4. My poor chickens have been living in a mud pit since the rains have come. I really would like to upgrade their living quarters this year. Preferably sooner rather than later. Plans include: raising the coop floor and providing a ramp entrance to keep the coop floor drier and cleaner, upgrading the run door so that it's easier to let them in and out of the yard, and providing the chickens some interesting "furniture" like a straw bale to climb on and maybe some more perches. I want to get a trough waterer that I can channel rain from the coop roof into. No more chickens perching on the top of their water bucket and pooing in the town well! (Not the brightest little creatures...) I really enjoy the idea of this trough, it can be connected to a larger water source (rain barrel!) and they can't dooty it up. 

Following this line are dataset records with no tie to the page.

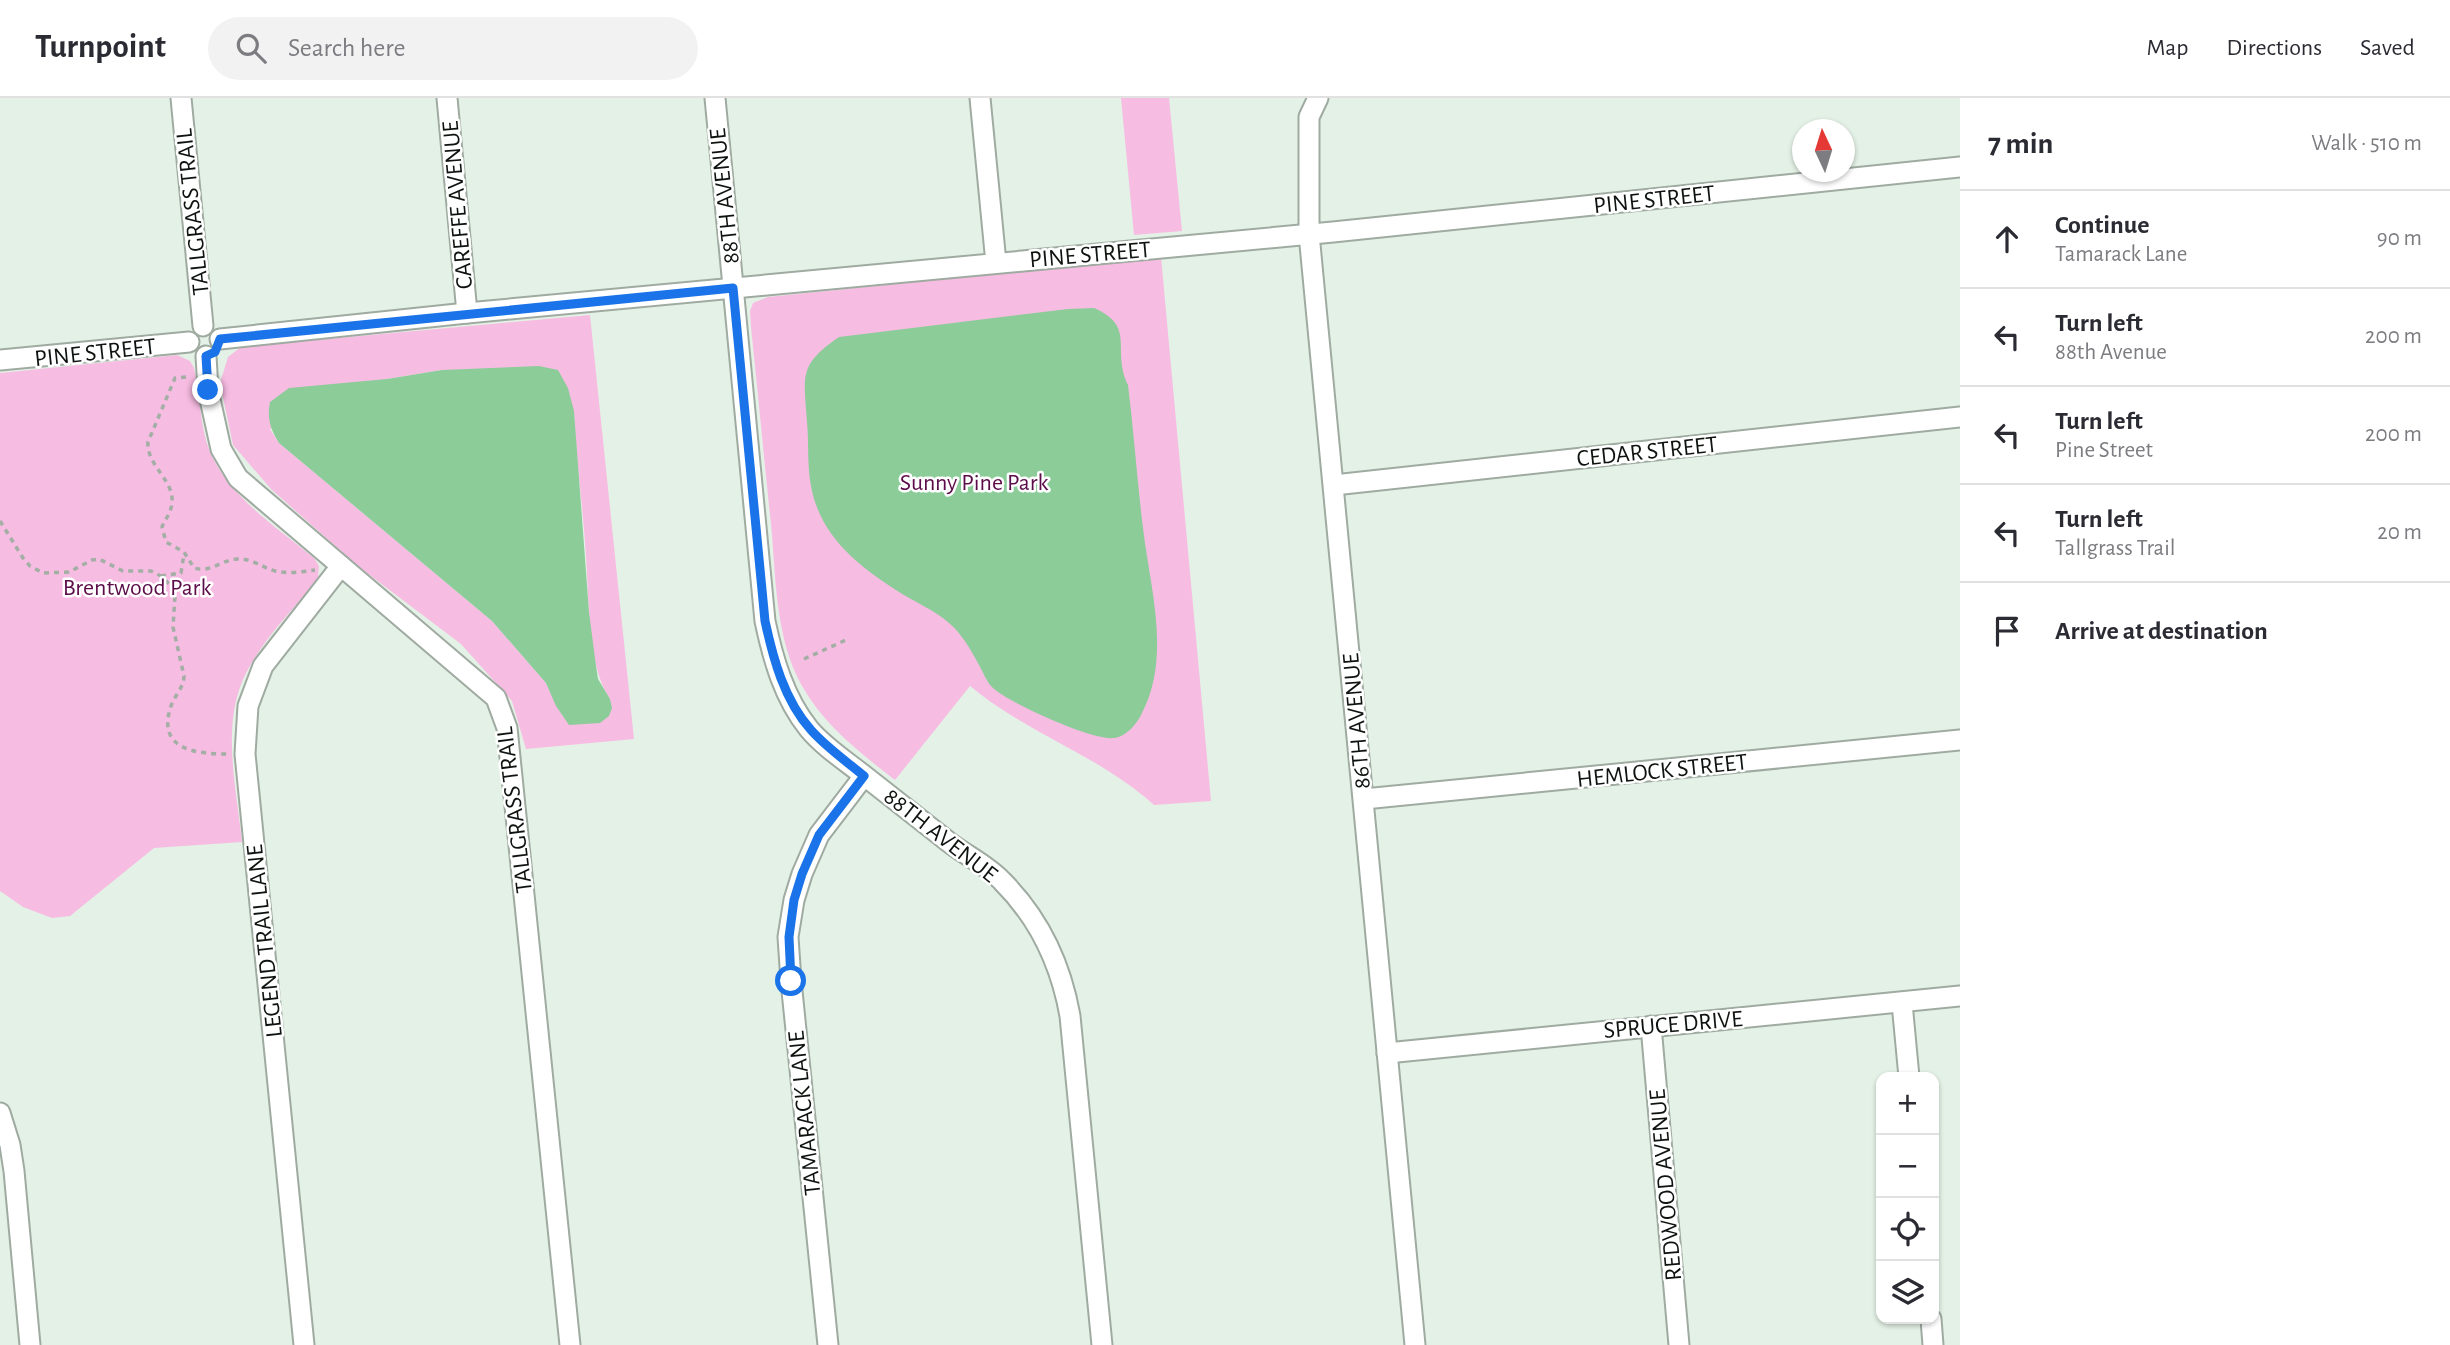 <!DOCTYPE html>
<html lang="en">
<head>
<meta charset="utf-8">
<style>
	:root { --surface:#fff; --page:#f2f2f3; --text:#2b2b33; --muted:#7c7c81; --line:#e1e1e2 }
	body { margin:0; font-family:"Alegreya Sans",sans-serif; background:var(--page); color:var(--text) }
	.controls { position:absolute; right:21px; bottom:21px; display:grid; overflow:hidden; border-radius:14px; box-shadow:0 2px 5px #0004 }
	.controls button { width:63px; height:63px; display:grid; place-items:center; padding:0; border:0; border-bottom:2px solid var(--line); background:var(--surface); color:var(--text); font:35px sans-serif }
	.compass { position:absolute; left:1792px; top:21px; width:63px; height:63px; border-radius:50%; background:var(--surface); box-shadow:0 2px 5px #0004; rotate:356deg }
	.stop { position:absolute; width:21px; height:21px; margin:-16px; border:5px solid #1a73e8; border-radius:50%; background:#fff }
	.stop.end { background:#1a73e8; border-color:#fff; box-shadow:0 2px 7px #0008 }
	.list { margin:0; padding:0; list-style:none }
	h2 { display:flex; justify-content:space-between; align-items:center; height:91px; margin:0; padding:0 28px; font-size:30px }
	h2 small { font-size:23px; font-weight:400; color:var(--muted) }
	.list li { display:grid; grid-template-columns:46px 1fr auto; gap:21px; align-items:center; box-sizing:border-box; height:98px; padding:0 28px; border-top:2px solid var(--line) }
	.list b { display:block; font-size:26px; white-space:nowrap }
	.list p { margin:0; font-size:23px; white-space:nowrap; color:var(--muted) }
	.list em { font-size:23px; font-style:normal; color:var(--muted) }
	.icon { flex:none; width:38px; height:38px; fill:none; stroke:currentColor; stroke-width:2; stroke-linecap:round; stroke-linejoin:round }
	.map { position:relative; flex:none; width:1960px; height:1247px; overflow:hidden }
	header { display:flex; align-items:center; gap:42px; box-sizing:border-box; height:98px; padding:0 35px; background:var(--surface); border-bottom:2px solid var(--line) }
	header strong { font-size:33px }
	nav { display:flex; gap:38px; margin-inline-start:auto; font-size:24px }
	.search { width:490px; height:63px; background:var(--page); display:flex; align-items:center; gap:18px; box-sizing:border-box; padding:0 24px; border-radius:38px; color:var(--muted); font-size:26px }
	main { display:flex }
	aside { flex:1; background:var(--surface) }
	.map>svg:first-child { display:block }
</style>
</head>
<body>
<header>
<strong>Turnpoint</strong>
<div class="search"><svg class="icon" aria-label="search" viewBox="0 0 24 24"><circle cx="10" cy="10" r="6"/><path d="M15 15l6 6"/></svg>Search here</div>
<nav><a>Map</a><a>Directions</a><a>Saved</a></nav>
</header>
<main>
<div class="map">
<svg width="1960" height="1247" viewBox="0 0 1960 1247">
	<rect width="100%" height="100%" fill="#e4f1e6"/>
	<g fill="#f7bce2" fill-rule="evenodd">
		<path d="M1121 0H1169L1182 133 1134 137Z"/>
		<path d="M1161 159 1211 703 1154 707C1099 657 1026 635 970 588L895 682C859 654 825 628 802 588 775 540 776 479 771 426 764 361 758 295 751 229L750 213 753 205 768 199Z"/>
		<path d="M590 217 634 641 526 651 512 603 461 546 359 469 271 391 233 347 220 285 228 259 241 249ZM442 272 574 313C576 361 583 410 586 458 589 499 587 568 610 601L563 619 546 585 492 523 279 345 270 331 387 281Z"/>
		<path d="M177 257 190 263 194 270C201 297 199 327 210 354 230 400 277 429 314 460L319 468 318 481C292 513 258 546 242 584 222 633 237 694 242 744L154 750 70 818 52 820 23 809 0 793V275Z"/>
	</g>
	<g fill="#8bcc99">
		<path d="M1094 210C1137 229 1111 251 1128 287 1134 335 1137 382 1143 430 1150 491 1172 559 1141 617 1136 627 1125 639 1114 640 1093 643 1009 605 993 590 987 585 983 574 979 567 971 552 962 536 949 525 934 512 915 504 899 494 858 468 820 438 811 388 807 367 809 345 807 324 804 278 798 267 839 239L1068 211Z"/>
		<path d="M539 268 558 272 568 290 574 313 589 514 596 568 598 581 610 601 612 610 609 618 600 625 569 627 556 608 546 585 492 523 279 345C270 330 267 321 270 304L289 290 387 281 442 272Z"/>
	</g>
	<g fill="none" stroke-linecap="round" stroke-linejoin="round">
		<g stroke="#9faba1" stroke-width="23">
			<g id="minor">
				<path d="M181 0 203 228"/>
				<path d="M447 0 467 215"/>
				<path d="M715 0 765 523C773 561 784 600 809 631 824 649 847 664 866 679 894 701 922 723 950 745 967 758 987 767 1002 783 1039 820 1061 867 1070 918L1102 1247"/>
				<path d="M980 0 996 165"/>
				<path d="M1318 0 1309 19V136L1415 1247"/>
				<path d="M220 241 467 215 1333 134 1960 69"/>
				<path d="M206 258 208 292 221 351 238 380 496 600 507 630 570 1247"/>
				<path d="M0 262 189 244"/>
				<path d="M1334 387 1960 319"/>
				<path d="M1364 701 1960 642"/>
				<path d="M1902 905 1909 979"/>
				<path d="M1651 928 1679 1247"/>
				<path d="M1387 955 1960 898"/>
				<path d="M0 1015 10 1047 14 1073 30 1247"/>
				<path d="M1931 1221 1933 1247"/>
				<path d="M304 1247 245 656 248 608 263 568 341 468"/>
				<path d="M828 1247 791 883 788 839 794 802 802 776 819 737 864 678"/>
			</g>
		</g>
		<g stroke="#a3aea5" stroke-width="3.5" stroke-dasharray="5 5" stroke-linecap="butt">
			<path d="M186 279 175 280 148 344C146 370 181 385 170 413 168 419 164 423 162 429L166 444 184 454 194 470C211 475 221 462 237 461 252 460 261 469 275 473 287 476 302 474 315 472"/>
			<path d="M0 423 23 460 30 468 43 475 69 474 92 462 99 461 123 473H151L161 478 173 490 175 498 173 529 184 578C184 589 175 597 171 608 156 652 196 656 228 656"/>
			<path d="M161 478 181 475 184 456"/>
			<path d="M804 561 846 542"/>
		</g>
		<use href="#minor" stroke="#fff" stroke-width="19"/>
	</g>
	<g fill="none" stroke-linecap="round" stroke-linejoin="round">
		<path stroke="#1a73e8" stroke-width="9" d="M208 292 206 258 215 254 220 241 733 190 765 523C773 560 784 602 811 632 826 649 846 663 864 678L819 737 802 776 794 802 789 839 791 883"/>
	</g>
	<g text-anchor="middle" stroke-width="5" stroke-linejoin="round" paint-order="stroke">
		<g font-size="24" fill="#0e130f" stroke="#fff">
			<text transform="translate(724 98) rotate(-96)" y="8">88TH AVENUE</text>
			<text transform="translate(1654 101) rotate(-6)" y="8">PINE STREET</text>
			<text transform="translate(457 107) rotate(-95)" y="8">CAREFFE AVENUE</text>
			<text transform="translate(192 114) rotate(-96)" y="8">TALLGRASS TRAIL</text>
			<text transform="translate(1090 156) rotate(-5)" y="8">PINE STREET</text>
			<text transform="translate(95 254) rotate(-6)" y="8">PINE STREET</text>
			<text transform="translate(1647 353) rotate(-6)" y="8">CEDAR STREET</text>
			<text transform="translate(1356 623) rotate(-95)" y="8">86TH AVENUE</text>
			<text transform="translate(1662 672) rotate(-6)" y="8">HEMLOCK STREET</text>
			<text transform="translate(514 712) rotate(-97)" y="8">TALLGRASS TRAIL</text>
			<text transform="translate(941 737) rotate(38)" y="8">88TH AVENUE</text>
			<text transform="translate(264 843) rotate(-96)" y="8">LEGEND TRAIL LANE</text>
			<text transform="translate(1673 926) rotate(-5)" y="8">SPRUCE DRIVE</text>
			<text transform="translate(804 1015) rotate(-96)" y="8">TAMARACK LANE</text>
			<text transform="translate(1665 1087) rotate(-95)" y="8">REDWOOD AVENUE</text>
		</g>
		<g font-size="24" fill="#5c0d49" stroke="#fff">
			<text x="974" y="392">Sunny Pine Park</text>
			<text x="137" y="497">Brentwood Park</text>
		</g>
	</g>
</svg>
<div class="controls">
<button>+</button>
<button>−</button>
<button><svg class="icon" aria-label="locate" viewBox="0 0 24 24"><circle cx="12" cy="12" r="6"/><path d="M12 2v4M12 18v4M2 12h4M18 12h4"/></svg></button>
<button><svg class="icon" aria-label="layers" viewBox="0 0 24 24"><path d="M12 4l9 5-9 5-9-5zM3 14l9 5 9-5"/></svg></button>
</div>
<svg class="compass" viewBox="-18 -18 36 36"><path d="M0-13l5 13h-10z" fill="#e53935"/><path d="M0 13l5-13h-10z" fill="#7c7c81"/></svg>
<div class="stop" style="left:791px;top:883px"></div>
<div class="stop end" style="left:208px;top:292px"></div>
</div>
<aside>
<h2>7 min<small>Walk · 510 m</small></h2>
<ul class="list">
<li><svg class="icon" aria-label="ahead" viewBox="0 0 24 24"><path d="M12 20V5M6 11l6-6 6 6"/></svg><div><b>Continue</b><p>Tamarack Lane</p></div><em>90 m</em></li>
<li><svg class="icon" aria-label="left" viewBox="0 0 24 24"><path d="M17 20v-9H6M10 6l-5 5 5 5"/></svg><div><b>Turn left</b><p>88th Avenue</p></div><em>200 m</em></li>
<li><svg class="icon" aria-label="left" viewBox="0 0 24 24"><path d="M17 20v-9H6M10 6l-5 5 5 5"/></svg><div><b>Turn left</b><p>Pine Street</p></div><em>200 m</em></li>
<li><svg class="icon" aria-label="left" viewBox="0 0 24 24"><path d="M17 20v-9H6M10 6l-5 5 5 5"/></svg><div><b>Turn left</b><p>Tallgrass Trail</p></div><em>20 m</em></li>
<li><svg class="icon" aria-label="arrive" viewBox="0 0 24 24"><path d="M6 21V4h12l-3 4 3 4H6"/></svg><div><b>Arrive at destination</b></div></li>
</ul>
</aside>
</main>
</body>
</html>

Furthermore, I want to get a good gate on my garden so they don't dig in the beds again. It was very upsetting when they pulled out all of my baby kale plants. I may or may not have put them into a three-week timeout for their heinous crime... 

So fierce, so beautiful...

5. Finally, I want to do even better with my garden this year. I think things went beautifully for me, a novice, this last year. I grew almost everything from seed and the great majority of my plants were of heirloom varieties. I know now that brassicas are not worth planting unless I want to go Rambo on aphids. While I did enjoy many tomatoes, it wasn't worth the space lost to plant eight plants of one variety, maybe just four for next year. The best crops were definitely the loose leaf lettuce greens, radishes, beets, snow peas, and carrots. I never planted spinach at quite the right season to get it to produce. I should plant kale earlier this year; I did a fall crop really late and got lovely baby greens from it, but I should do twice as much earlier in the season. This year I want to try growing bell peppers, ground cherries, and Asian-style eggplant for some variety. (The company I linked to here is based in Oregon and have the best quality seeds I've ever used, I won't get them anywhere else anymore!) I don't think there's much that's more rewarding than eating a meal that's almost 100% from your garden.

All in all, these are just a few of the big resolutions for 2013. This new year seems to already be shining with promise, and I'm excited to dive in. 

I wish you a wonderful new year and good luck in your future endeavors!